T320, 32gb, 2*300gb SAS in raid1, 4*300gb SAS in raid 10
Hyper V, DC with 12gb, Terminal with 12gb. Publishing QB for the 5 users over Remote App.

Not a issue with performance.
 
Do you know what the specs are on the hosted server? I would probably offer my client a conference call with Right Networks so they can't just give a BS answer to get them off the phone. When I do that, I can usually get better answers than the just the client on the phone with them.
 
Do you know what the specs are on the hosted server? I would probably offer my client a conference call with Right Networks so they can't just give a BS answer to get them off the phone. When I do that, I can usually get better answers than the just the client on the phone with them.
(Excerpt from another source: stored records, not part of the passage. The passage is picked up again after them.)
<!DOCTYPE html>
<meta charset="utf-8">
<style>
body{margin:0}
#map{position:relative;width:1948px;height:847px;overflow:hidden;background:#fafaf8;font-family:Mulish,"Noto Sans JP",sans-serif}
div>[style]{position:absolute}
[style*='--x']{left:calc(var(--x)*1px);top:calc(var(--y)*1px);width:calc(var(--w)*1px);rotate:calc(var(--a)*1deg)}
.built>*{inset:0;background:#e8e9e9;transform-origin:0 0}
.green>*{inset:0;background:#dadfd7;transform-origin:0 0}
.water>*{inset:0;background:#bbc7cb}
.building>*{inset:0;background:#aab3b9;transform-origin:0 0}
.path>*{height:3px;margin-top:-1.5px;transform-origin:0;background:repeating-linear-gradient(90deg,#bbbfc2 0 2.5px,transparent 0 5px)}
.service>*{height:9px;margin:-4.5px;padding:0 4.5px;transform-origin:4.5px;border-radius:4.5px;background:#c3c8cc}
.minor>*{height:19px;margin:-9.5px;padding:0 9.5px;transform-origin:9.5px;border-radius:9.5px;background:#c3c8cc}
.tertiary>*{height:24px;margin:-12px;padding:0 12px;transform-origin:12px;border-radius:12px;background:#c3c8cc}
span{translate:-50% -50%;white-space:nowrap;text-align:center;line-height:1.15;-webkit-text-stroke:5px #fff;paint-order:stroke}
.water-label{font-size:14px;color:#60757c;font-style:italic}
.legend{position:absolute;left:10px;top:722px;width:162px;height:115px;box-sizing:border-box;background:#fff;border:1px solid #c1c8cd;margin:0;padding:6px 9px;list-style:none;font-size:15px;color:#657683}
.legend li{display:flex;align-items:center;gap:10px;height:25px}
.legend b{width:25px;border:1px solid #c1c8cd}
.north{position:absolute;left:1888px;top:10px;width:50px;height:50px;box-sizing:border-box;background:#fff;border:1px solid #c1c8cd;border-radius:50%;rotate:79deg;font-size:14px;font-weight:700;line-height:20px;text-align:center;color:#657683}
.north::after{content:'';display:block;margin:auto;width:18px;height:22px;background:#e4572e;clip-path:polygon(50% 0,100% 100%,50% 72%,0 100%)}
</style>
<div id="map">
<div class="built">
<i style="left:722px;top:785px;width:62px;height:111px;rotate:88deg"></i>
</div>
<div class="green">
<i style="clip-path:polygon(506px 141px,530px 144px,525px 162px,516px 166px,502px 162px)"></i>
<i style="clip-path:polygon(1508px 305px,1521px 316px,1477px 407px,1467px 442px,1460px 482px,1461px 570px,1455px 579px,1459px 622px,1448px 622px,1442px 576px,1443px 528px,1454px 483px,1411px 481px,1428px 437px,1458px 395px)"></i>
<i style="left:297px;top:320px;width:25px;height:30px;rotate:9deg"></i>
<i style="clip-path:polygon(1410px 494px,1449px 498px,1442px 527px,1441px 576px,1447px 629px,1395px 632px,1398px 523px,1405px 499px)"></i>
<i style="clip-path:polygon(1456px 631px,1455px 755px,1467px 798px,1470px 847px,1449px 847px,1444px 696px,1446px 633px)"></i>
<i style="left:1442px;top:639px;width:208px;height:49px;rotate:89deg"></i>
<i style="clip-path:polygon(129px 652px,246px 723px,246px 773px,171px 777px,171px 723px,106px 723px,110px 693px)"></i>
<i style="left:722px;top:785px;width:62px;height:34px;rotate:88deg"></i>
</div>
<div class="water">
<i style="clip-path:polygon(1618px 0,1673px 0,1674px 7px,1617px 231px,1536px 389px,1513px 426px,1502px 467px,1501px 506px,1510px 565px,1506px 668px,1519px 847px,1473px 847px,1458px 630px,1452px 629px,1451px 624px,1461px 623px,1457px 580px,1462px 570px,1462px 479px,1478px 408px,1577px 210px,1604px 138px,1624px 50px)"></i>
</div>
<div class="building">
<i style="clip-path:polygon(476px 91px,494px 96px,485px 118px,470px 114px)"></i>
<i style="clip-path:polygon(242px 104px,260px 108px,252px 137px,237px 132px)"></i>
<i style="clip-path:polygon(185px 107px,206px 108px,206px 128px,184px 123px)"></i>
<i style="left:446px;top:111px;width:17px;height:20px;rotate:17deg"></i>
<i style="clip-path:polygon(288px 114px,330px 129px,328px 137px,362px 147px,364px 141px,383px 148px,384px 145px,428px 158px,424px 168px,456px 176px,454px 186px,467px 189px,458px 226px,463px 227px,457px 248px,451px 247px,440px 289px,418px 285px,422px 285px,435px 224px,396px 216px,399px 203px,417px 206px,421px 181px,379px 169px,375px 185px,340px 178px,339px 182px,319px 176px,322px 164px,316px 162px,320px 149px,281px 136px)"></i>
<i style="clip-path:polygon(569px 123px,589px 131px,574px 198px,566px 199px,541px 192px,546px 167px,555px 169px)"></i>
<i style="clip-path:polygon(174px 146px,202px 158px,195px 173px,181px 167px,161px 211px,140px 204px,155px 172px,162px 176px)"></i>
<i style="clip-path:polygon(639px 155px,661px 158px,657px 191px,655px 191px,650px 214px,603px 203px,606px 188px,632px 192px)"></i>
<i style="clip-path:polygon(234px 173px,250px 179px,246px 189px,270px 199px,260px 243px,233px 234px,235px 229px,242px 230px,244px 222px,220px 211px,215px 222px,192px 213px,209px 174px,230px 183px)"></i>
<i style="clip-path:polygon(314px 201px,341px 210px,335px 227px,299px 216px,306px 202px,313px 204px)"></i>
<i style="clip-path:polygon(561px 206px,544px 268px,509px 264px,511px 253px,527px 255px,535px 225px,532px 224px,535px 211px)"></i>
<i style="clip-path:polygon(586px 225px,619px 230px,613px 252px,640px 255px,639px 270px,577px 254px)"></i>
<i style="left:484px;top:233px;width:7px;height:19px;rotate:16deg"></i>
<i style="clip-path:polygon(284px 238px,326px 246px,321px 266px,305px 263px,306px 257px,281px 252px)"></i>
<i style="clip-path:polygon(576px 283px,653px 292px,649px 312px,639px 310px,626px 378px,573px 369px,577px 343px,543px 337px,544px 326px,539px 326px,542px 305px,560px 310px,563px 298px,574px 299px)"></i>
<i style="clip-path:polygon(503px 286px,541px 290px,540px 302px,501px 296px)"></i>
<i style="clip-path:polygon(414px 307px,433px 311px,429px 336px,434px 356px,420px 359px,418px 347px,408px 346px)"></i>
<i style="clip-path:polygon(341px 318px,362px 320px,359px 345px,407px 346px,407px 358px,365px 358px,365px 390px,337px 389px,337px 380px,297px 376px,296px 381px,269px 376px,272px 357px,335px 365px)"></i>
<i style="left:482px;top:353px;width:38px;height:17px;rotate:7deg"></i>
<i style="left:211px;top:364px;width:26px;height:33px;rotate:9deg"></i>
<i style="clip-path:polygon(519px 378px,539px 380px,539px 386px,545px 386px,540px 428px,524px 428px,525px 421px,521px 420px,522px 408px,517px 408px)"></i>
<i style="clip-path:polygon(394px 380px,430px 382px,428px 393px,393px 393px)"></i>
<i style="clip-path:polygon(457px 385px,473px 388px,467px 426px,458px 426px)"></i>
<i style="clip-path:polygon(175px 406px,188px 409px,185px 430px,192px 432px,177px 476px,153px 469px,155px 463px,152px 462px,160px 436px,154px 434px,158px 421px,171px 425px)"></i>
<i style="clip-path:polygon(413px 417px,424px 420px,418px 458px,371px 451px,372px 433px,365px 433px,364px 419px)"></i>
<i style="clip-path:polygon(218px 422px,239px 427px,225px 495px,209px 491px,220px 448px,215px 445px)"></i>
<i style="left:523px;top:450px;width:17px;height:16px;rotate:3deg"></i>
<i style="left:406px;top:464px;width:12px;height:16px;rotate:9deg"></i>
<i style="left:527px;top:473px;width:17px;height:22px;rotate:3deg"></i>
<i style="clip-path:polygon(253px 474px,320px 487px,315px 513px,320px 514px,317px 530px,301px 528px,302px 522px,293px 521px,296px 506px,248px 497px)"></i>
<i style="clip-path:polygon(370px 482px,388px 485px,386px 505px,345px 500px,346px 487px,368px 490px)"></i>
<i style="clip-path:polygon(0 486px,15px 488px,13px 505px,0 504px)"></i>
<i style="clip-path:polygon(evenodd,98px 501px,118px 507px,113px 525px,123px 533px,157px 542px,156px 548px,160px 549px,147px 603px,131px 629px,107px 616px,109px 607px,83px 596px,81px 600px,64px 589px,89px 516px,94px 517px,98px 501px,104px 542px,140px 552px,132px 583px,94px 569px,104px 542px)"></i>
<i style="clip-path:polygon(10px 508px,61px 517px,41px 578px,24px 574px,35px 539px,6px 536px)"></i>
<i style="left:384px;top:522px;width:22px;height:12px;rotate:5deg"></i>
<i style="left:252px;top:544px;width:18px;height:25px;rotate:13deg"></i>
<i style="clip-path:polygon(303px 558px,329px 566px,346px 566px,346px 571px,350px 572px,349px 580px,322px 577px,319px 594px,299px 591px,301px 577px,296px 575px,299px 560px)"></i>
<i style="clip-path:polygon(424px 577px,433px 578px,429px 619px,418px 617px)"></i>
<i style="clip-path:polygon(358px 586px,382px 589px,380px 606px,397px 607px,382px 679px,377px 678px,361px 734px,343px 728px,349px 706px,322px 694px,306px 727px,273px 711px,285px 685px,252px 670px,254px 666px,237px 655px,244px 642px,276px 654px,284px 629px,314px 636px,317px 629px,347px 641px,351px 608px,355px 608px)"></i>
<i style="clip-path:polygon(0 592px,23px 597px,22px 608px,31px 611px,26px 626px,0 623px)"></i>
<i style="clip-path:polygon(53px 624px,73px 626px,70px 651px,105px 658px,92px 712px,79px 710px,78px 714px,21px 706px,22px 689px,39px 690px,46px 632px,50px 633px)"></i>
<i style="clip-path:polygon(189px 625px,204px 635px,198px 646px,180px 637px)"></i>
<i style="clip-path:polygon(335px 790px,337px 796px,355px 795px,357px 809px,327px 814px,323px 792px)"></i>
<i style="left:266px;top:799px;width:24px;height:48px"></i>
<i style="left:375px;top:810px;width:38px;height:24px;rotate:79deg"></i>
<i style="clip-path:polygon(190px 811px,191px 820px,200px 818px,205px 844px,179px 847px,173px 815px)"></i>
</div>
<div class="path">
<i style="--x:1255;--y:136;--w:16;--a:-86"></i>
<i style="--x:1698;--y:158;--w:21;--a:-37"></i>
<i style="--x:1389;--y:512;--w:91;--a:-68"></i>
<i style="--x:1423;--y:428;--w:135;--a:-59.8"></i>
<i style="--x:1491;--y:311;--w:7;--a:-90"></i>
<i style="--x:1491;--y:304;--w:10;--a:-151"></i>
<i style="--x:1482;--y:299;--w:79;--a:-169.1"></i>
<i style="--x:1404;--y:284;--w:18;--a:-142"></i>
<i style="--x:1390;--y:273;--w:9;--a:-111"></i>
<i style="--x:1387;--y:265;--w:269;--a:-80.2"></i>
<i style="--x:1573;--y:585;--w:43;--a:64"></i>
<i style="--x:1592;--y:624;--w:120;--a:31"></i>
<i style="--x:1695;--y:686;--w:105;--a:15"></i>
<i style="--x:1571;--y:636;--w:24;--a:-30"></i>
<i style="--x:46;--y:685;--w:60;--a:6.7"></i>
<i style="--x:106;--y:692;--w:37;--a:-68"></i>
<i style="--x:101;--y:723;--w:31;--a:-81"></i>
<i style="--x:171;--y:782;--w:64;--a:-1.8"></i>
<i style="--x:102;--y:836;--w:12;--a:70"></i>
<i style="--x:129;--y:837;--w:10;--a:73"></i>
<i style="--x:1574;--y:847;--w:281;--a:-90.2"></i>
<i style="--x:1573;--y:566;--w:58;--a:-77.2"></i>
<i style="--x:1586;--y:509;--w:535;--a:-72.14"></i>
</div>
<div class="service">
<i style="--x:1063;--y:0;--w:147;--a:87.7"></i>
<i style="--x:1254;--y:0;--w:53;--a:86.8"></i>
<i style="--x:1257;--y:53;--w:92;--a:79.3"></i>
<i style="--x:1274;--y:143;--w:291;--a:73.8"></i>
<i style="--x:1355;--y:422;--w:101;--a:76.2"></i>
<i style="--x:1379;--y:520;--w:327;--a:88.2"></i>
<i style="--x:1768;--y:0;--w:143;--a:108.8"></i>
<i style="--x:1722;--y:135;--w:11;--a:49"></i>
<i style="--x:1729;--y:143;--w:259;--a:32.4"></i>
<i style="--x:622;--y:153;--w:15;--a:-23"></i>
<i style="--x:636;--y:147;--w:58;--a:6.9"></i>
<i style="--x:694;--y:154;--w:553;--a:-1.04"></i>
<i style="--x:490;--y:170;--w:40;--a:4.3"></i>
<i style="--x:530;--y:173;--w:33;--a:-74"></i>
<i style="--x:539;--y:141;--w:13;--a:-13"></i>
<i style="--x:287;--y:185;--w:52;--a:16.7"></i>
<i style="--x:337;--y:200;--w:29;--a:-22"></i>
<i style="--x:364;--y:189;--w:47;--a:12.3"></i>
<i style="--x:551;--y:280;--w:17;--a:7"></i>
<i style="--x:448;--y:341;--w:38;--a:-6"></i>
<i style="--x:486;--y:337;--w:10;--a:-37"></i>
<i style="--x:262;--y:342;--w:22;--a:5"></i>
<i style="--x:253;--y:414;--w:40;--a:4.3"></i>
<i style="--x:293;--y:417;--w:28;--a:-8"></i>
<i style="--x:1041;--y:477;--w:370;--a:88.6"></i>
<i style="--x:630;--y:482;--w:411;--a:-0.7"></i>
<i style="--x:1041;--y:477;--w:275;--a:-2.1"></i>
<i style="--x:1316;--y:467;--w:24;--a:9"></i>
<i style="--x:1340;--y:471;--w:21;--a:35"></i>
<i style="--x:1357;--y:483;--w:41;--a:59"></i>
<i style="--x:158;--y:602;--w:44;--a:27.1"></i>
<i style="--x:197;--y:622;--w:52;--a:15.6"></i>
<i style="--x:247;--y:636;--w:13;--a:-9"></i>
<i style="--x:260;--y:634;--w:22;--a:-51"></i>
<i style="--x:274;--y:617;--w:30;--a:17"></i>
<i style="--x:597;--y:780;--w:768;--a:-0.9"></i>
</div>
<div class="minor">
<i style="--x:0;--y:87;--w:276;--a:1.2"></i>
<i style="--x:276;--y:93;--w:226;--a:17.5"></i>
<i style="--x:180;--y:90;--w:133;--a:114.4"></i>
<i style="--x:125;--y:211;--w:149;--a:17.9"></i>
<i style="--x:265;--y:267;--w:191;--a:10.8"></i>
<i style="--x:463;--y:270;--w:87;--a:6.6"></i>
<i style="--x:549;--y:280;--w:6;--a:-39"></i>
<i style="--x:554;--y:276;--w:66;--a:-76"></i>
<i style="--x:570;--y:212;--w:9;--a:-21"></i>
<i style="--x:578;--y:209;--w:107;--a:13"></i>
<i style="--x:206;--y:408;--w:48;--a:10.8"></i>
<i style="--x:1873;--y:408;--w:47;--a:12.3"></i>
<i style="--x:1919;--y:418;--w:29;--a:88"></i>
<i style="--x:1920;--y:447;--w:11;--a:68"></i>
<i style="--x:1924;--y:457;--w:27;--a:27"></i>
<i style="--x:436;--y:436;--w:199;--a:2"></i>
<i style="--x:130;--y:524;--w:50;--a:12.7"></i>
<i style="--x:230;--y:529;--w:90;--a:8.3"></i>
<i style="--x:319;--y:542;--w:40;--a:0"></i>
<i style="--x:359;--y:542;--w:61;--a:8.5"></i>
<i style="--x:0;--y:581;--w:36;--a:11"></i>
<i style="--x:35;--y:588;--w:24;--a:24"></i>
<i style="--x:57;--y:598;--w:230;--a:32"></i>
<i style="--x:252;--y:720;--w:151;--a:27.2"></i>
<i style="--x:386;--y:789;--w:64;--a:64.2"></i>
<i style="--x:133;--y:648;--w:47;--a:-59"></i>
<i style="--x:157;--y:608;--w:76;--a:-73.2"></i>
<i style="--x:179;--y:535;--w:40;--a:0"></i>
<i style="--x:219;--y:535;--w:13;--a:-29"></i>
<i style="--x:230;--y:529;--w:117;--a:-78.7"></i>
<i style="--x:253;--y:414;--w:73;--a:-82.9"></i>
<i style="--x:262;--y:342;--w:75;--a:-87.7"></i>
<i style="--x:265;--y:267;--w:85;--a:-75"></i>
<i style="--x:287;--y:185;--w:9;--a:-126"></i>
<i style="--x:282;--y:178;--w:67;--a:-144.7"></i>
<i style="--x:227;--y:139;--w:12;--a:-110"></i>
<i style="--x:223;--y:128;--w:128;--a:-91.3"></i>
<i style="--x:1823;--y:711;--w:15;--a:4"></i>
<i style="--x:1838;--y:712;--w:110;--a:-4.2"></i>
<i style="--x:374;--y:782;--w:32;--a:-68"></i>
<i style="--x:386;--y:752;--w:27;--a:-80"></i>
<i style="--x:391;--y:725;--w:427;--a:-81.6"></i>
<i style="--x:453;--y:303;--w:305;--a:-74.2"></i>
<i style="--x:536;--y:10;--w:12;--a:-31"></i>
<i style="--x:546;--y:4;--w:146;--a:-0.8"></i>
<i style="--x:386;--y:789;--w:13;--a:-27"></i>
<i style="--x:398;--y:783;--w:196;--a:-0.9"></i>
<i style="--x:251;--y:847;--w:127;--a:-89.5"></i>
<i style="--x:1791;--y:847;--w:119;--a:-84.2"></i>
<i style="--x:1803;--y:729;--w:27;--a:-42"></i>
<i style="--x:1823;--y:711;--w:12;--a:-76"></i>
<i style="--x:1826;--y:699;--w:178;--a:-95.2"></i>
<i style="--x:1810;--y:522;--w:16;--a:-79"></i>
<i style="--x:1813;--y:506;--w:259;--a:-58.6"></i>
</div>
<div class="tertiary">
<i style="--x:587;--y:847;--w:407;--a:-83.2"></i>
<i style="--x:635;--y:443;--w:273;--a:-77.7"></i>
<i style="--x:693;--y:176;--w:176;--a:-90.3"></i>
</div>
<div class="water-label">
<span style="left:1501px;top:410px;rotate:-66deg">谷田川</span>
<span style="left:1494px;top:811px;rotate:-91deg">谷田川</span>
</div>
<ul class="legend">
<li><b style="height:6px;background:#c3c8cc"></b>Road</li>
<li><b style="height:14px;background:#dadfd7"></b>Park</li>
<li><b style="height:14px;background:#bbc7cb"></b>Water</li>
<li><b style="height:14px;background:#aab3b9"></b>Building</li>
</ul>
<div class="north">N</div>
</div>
Client has called RN Support several times but they say the issue is with my client's internet connection. Their 25x3Mbit internet connection. And RDP that uses what 128Kbit at most? Yeah I don't buy it. It's pretty apparent the hosted server (probably a VM) is either underconfigured (not enough cores and/or memory) or the VM host is overloaded with other RN clients. I would love to confirm that but the VM is pretty locked down: no IE, no browser, I don't believe local drive maps, no Control Panel access, and no Task Manager. My client isn't interested in dealing with them any longer. Hence why I needed to know how much memory/CPU that QB Enterprise needs to run in a virtual environment.
 
I have a server hosted for a client for QB Enterprise access that the client RDPs to, just as your client is doing. My client has 6 or 7 people connecting to run QB. The specs on the Windows Server 2012 server is 1 vCPU with 2GB RAM and they report no slowness issues. The server's average vCPU usage is 17.47% and the average memory usage is 34.83%.